7.4 Confidence and Prediction Intervals

If you have a new data point (say DC), you can generate confidence and prediction intervals (based on the fitted model) for this point rather easily using the function predict():

First let’s look at the DC values:

print(DC)
## # A tibble: 1 × 5
##           State Y2016 Y2012 Y2008 Y2004
##           <chr> <dbl> <dbl> <dbl> <dbl>
## 1 Washington DC  0.91  0.91  0.92  0.89

Notice that the proportion of Democratic voters in the 2012 election for DC is far outside any of our other observed values (91%). We need to be particularly careful about making predictions based off this point because we would be extrapolating beyond the range of our data.

We can use the predict() function to get the confidence and prediction intervals for DC (for more info, use ?predict.lm)

The 95% confidence interval for DC, \(\mu_y\) | \(x =\) 0.91:

predict(lin.model, newdata = DC, 
        interval = "confidence", level = 0.95)
##        fit       lwr       upr
## 1 0.844835 0.8061764 0.8834937

The 95% prediction interval for DC, \(\widehat{y}_i\) | \(x =\) 0.91:

predict(lin.model, newdata = DC, 
        interval = "prediction", level = 0.95)
##        fit       lwr       upr
## 1 0.844835 0.7705959 0.9190742

7.4.0.1 Discussion

  • Is DC inside the confidence interval?
  • Is DC inside the prediction interval?

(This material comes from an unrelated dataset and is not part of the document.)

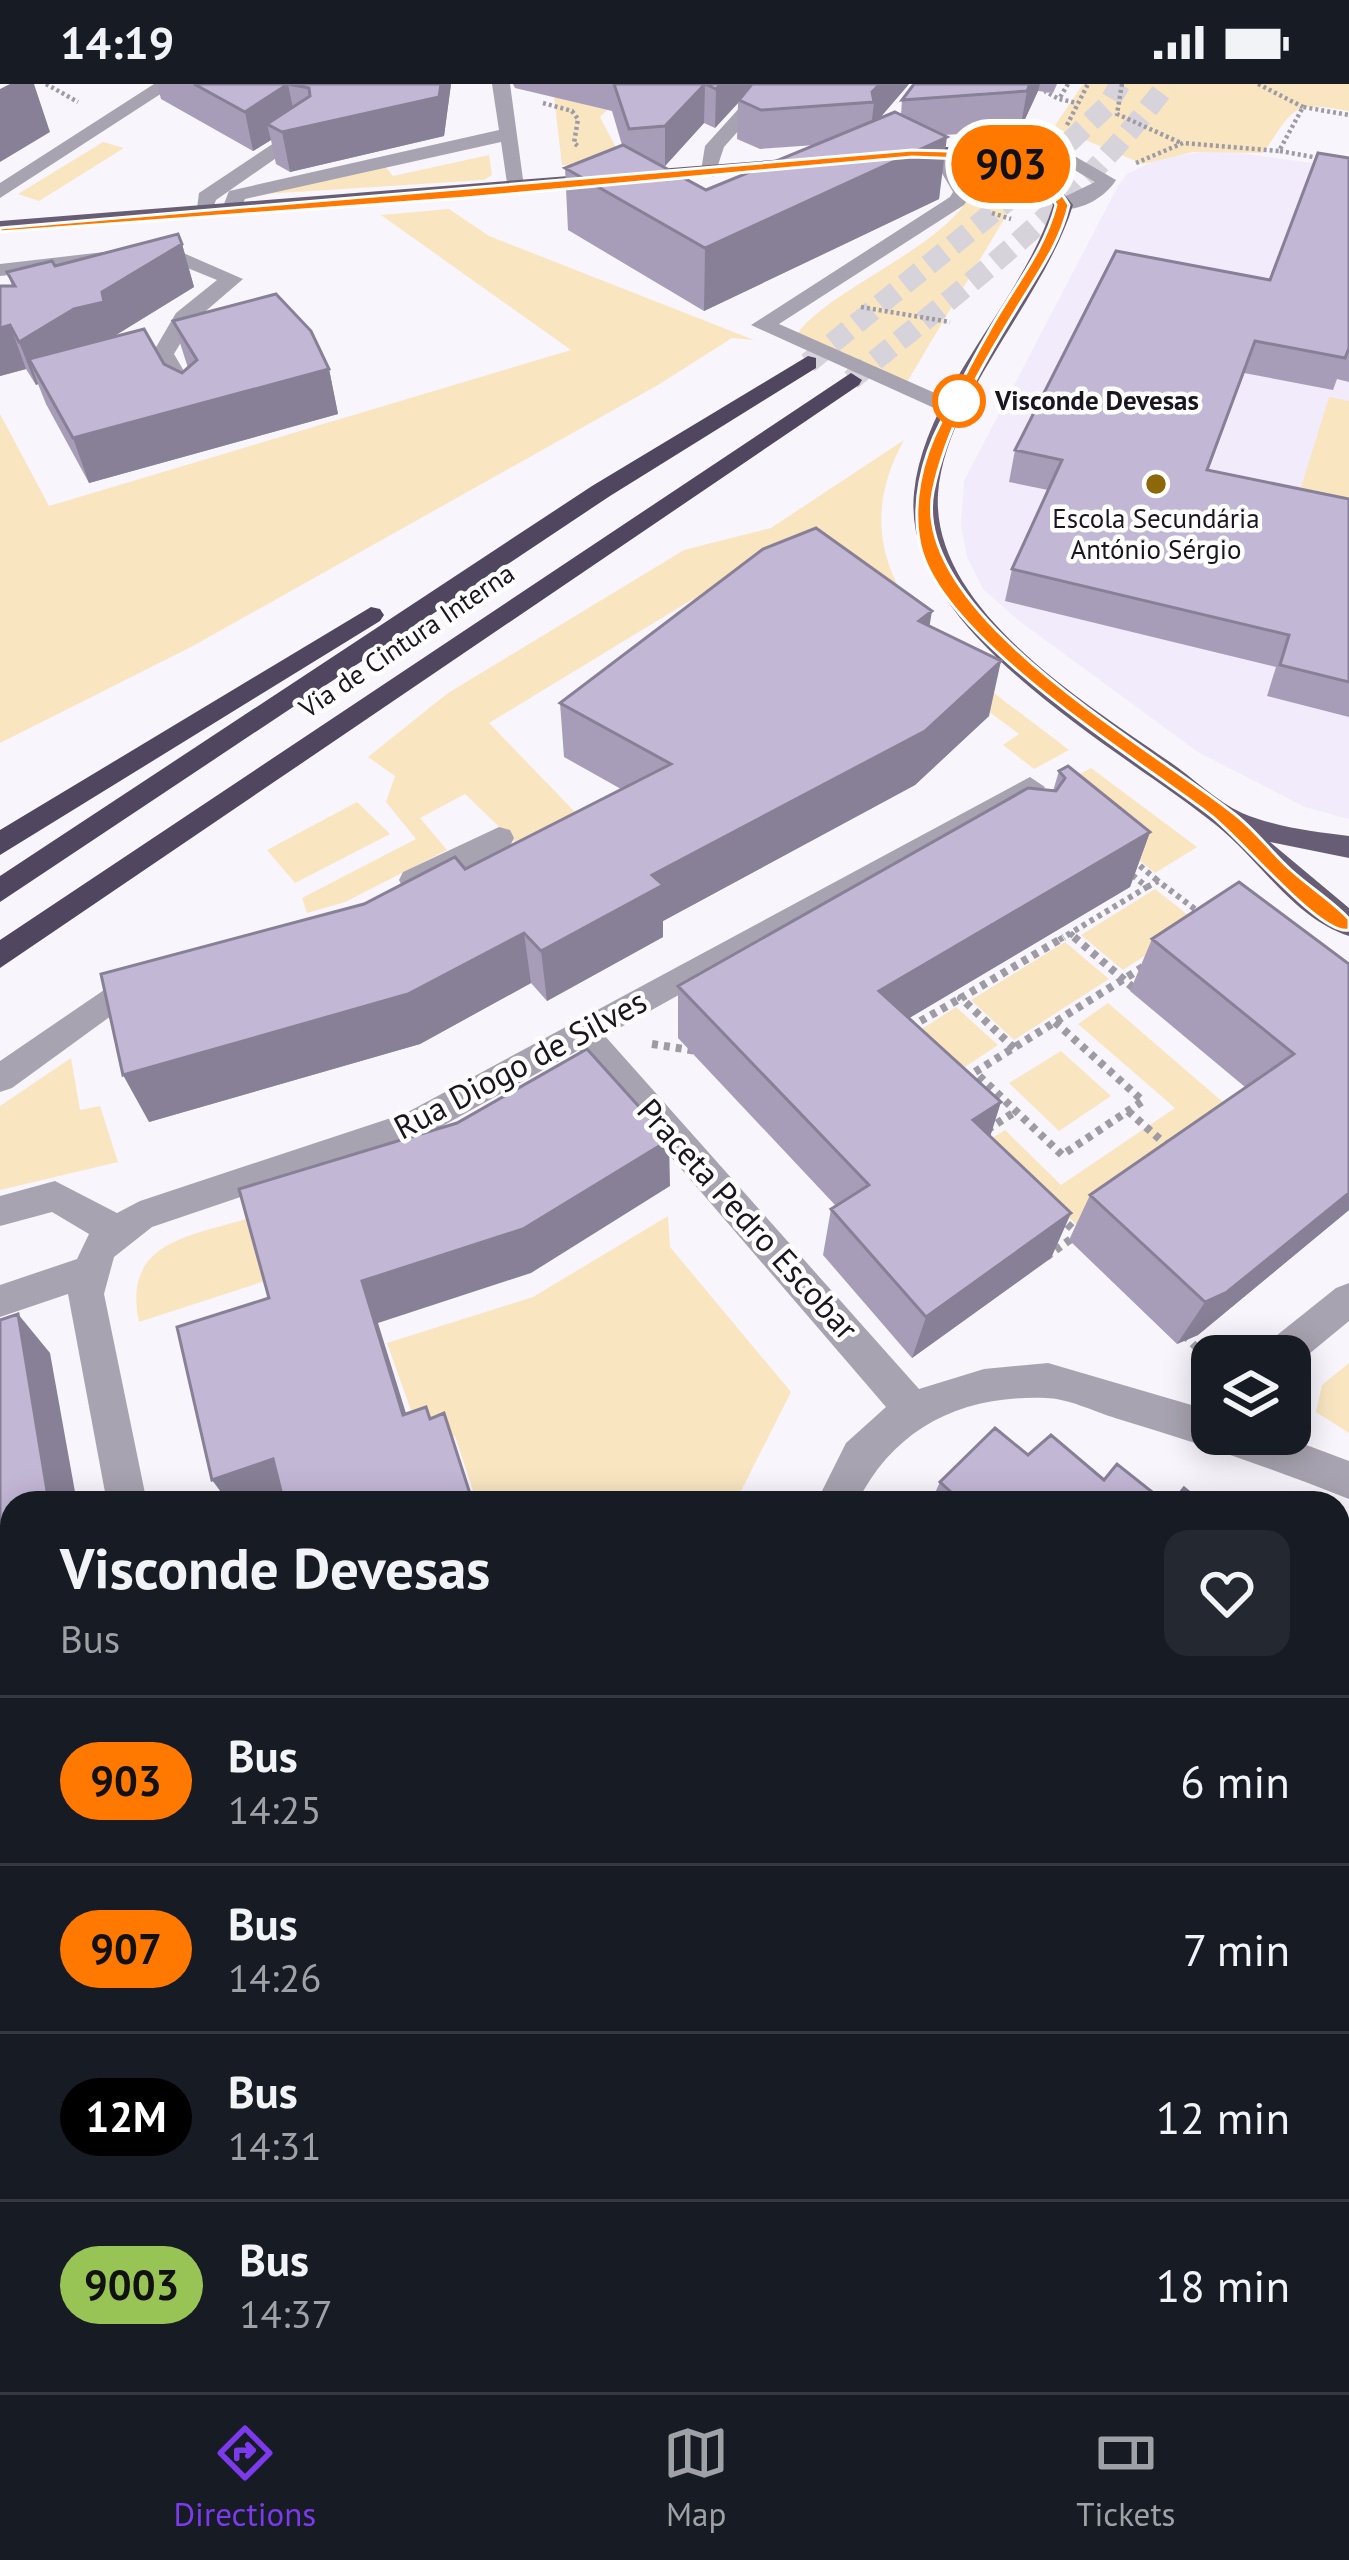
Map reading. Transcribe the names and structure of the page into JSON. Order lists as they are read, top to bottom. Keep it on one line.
{"streets":{"highway":["Via de Cintura Interna"],"street":["Rua Diogo de Silves","Praceta Pedro Escobar"]},"crossings":[["Rua Diogo de Silves","Praceta Pedro Escobar"]],"places":["Visconde Devesas","Escola Secundária António Sérgio"],"lines":["bus line 903"],"page":{"status":"14:19","on_map":"903","heading":["Visconde Devesas","Bus"],"list":[{"mark":"903","name":"Bus","note":"14:25","value":"6 min"},{"mark":"907","name":"Bus","note":"14:26","value":"7 min"},{"mark":"12M","name":"Bus","note":"14:31","value":"12 min"},{"mark":"9003","name":"Bus","note":"14:37","value":"18 min"}],"tabs":["Directions","Map","Tickets"]}}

We can also plot the 95% confidence and prediction interval bands for the regression line.

# set up vector of equally spaced x values across the possible range
rangex <- data.frame(Y2012=seq(0, 1.0, by=0.05))

conf_interval <- predict(lin.model, newdata = rangex,
                         interval = "confidence", level = 0.95)
pred_interval <- predict(lin.model, newdata = rangex,
                         interval = "prediction", level = 0.95)

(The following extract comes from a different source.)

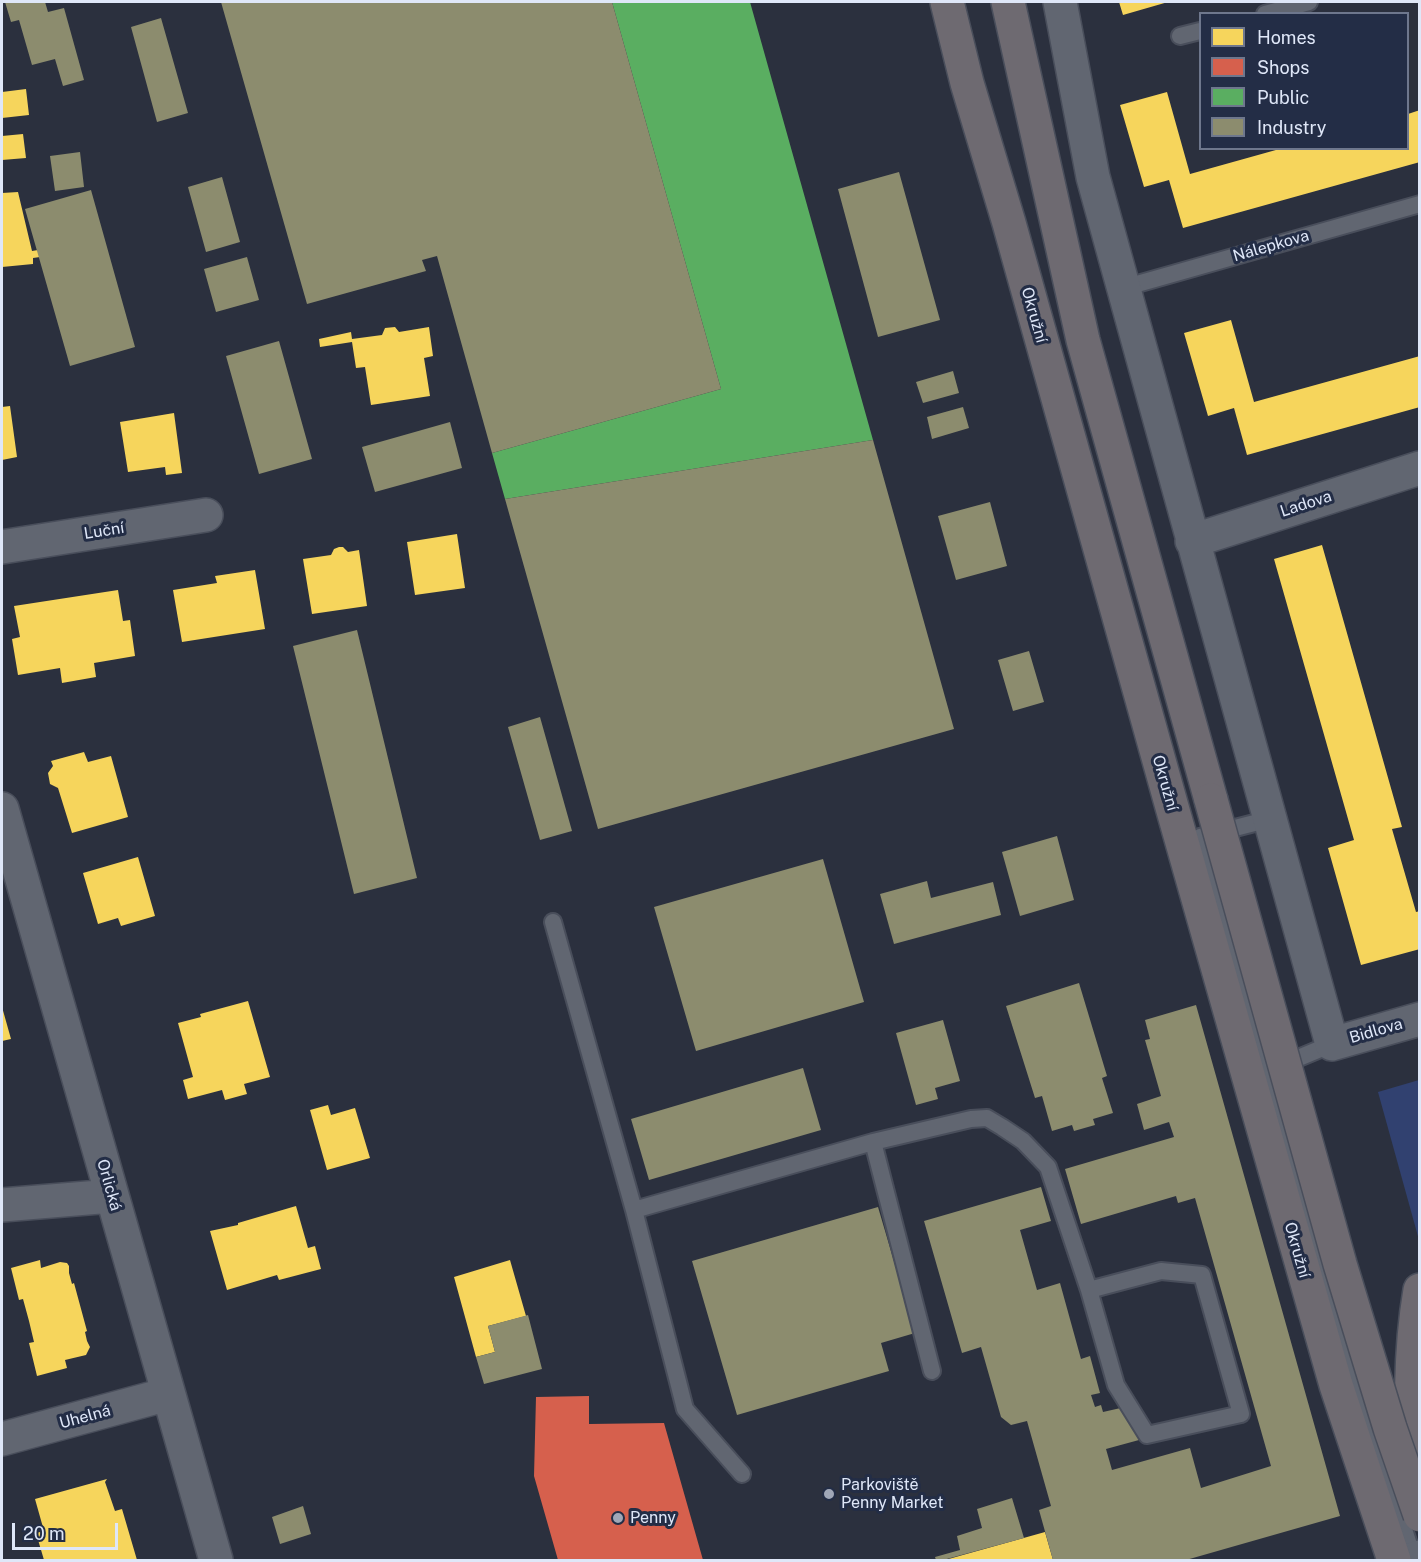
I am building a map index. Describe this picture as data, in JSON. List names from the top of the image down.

plot(Y2016 ~ Y2012, data = election, type="n",
     xlab = "2012 Election", ylab = "2016 Election", 
     main = "Proportion of Votes for Democratic Candidate By State")

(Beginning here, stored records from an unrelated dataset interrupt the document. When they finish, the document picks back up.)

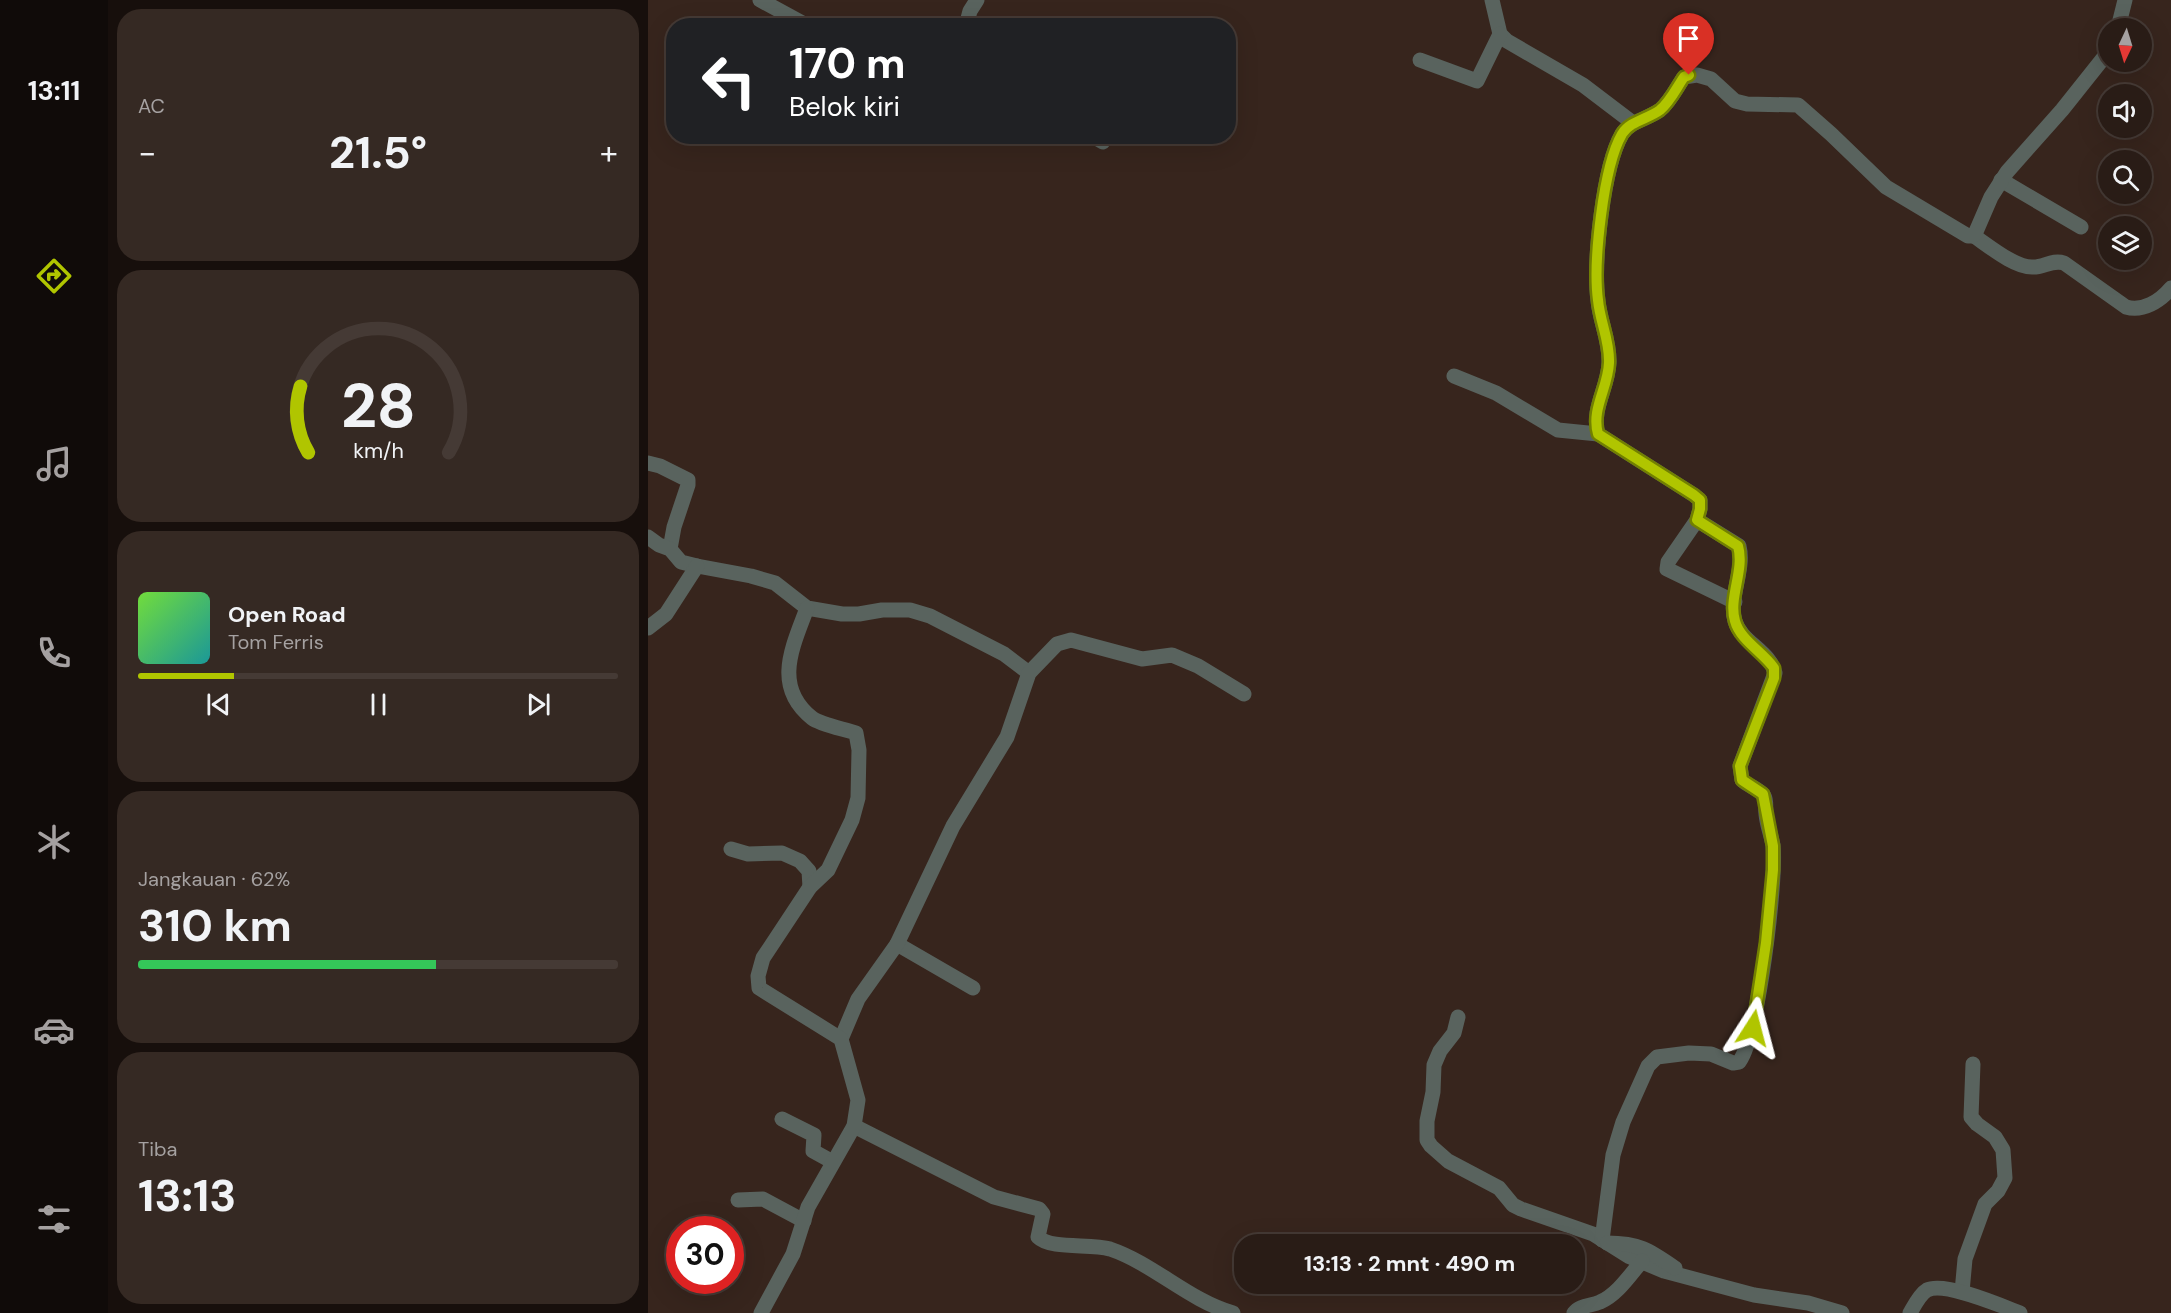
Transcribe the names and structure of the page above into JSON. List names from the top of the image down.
{
  "north": "bottom",
  "page": {
    "tabs": "13:11",
    "tile": [
      "AC",
      ["Jangkauan · 62%", "310 km"],
      ["Tiba", "13:13"]
    ],
    "turn": ["170 m", "Belok kiri"],
    "heat": ["−", "21.5°", "+"],
    "song": ["Open Road", "Tom Ferris"],
    "limit": "30",
    "trip": "13:13 · 2 mnt · 490 m",
    "gauge": ["28", "km/h"]
  }
}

DescTools::DrawBand(y = pred_interval[, 2:3],
                    x = rangex[,1], col = rgb(0.9, 0.9, 0.9, 0.5))
DescTools::DrawBand(y = conf_interval[, 2:3],
                    x = rangex[,1], col = rgb(0.8, 0.8, 0.8, 0.5))
points(Y2016 ~ Y2012, data = election,
       pch = 16, col = rgb(0, 0, 0, 0.5))
abline(lin.model, col = "red")

legend("topleft", legend=c("Prediction interval", "Confidence Interval"),
       pch=15, col=c("grey90", "grey80"))

The confidence interval for (\(\widehat{y} | x\)) represents how the uncertainty in our estimate of the regression coefficient (the slope of the regression line) influences our prediction at specific values of \(x\).

The prediction interval is larger. This is because it accounts for both uncertainty of the regression line, and the the residual variation around the line.

Both intervals grow wider as the prediction point gets farther from the mean value of \(x\).